* PROBLEM TO SOLVE
Could you filter the records below and return each line that holds "Masoller"?

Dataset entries
··········

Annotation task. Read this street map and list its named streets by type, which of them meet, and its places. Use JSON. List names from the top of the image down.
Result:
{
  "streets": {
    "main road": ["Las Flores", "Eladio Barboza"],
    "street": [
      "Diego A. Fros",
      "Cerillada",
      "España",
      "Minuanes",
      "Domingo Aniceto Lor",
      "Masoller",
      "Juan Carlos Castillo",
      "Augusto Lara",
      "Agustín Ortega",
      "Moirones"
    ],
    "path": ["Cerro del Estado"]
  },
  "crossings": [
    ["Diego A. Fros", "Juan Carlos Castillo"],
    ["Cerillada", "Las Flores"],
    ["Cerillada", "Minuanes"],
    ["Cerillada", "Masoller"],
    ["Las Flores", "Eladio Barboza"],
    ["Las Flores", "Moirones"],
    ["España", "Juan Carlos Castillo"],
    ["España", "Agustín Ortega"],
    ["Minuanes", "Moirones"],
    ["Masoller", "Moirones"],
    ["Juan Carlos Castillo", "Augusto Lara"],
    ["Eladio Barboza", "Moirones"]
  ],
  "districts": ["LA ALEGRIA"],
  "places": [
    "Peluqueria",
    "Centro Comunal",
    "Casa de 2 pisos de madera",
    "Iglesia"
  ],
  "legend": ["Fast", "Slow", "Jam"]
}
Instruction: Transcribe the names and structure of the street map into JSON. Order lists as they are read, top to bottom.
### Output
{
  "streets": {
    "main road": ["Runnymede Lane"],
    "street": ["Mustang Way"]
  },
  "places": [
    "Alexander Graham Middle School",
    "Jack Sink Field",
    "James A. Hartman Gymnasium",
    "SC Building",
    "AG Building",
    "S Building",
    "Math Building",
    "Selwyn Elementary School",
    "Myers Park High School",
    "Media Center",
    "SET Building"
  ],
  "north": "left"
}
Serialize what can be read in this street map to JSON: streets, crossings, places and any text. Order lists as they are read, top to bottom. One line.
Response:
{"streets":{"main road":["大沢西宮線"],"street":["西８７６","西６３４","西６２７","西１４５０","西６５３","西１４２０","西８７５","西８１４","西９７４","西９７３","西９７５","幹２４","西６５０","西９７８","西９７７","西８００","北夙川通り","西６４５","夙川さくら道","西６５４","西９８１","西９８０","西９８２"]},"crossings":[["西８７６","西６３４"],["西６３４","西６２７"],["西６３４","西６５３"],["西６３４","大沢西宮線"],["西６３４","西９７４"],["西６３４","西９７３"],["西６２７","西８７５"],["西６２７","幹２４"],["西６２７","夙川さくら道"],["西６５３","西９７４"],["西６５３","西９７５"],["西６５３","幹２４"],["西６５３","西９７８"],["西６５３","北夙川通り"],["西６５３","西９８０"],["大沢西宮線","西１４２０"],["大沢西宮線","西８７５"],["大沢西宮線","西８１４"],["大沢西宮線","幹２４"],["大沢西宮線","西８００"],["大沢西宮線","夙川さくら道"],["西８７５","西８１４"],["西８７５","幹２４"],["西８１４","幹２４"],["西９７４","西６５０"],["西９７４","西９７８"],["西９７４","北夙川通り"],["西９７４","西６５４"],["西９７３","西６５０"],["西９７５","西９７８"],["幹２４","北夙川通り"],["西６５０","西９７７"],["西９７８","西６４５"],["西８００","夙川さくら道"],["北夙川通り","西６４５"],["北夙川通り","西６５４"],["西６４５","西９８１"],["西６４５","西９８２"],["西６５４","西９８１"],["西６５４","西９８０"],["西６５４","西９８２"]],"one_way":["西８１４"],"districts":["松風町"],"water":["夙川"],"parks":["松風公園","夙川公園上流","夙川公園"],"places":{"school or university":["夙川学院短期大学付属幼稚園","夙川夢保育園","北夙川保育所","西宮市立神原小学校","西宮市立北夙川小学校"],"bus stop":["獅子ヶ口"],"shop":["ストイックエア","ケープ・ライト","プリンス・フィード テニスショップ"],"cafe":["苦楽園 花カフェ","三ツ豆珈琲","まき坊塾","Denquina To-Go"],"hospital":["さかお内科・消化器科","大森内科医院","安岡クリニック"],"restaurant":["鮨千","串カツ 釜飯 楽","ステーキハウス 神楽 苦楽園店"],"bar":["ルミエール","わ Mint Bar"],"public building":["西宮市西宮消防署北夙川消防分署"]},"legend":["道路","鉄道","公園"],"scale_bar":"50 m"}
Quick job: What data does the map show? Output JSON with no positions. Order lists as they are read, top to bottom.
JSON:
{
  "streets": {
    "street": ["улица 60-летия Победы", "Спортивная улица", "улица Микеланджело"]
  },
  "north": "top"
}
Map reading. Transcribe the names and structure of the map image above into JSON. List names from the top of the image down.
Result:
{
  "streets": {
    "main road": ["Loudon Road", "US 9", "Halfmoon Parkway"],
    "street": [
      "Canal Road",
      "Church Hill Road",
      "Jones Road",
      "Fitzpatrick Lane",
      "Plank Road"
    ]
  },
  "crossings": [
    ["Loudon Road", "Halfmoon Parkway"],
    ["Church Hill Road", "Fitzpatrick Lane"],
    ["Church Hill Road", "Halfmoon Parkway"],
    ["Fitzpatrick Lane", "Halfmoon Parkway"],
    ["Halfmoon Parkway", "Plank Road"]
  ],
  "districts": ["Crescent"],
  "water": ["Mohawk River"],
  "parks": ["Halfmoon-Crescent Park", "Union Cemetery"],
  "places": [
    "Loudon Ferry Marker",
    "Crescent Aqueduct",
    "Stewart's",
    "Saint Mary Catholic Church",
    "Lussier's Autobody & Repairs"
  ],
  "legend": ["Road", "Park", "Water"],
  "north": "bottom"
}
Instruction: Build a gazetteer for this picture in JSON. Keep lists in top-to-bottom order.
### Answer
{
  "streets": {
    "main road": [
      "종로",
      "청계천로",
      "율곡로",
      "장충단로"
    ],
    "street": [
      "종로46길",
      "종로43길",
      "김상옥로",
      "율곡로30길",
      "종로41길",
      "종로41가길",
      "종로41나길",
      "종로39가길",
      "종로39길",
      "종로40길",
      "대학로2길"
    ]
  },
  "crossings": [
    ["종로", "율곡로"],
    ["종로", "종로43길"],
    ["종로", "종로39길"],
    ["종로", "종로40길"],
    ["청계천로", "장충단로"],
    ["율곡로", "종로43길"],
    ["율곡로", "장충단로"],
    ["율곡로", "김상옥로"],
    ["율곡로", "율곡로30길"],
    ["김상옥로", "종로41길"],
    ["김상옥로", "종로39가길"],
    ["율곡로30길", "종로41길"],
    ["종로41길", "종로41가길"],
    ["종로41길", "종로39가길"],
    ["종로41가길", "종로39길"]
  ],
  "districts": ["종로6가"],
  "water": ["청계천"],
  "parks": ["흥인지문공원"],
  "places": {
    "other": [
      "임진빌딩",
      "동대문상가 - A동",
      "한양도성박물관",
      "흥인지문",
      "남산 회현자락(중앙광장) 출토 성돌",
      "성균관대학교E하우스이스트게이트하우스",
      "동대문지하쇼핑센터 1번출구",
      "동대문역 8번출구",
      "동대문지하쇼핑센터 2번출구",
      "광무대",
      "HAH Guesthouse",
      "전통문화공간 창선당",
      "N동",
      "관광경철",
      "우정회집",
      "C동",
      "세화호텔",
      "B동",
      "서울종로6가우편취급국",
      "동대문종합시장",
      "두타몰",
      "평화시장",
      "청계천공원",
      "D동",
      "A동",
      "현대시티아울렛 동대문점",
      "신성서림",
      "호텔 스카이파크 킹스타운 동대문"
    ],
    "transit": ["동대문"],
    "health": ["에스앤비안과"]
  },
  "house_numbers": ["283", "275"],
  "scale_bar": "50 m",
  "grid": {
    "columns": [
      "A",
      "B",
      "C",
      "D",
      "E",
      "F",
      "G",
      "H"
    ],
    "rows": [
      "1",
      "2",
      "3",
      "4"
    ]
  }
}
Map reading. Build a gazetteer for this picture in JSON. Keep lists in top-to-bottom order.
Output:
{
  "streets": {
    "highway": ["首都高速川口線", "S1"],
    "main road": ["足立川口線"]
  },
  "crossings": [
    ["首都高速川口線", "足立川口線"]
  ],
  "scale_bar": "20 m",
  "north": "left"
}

··········

* EXERCISE SOLUTION
      "Masoller",
    ["Cerillada", "Masoller"],
    ["Masoller", "Moirones"],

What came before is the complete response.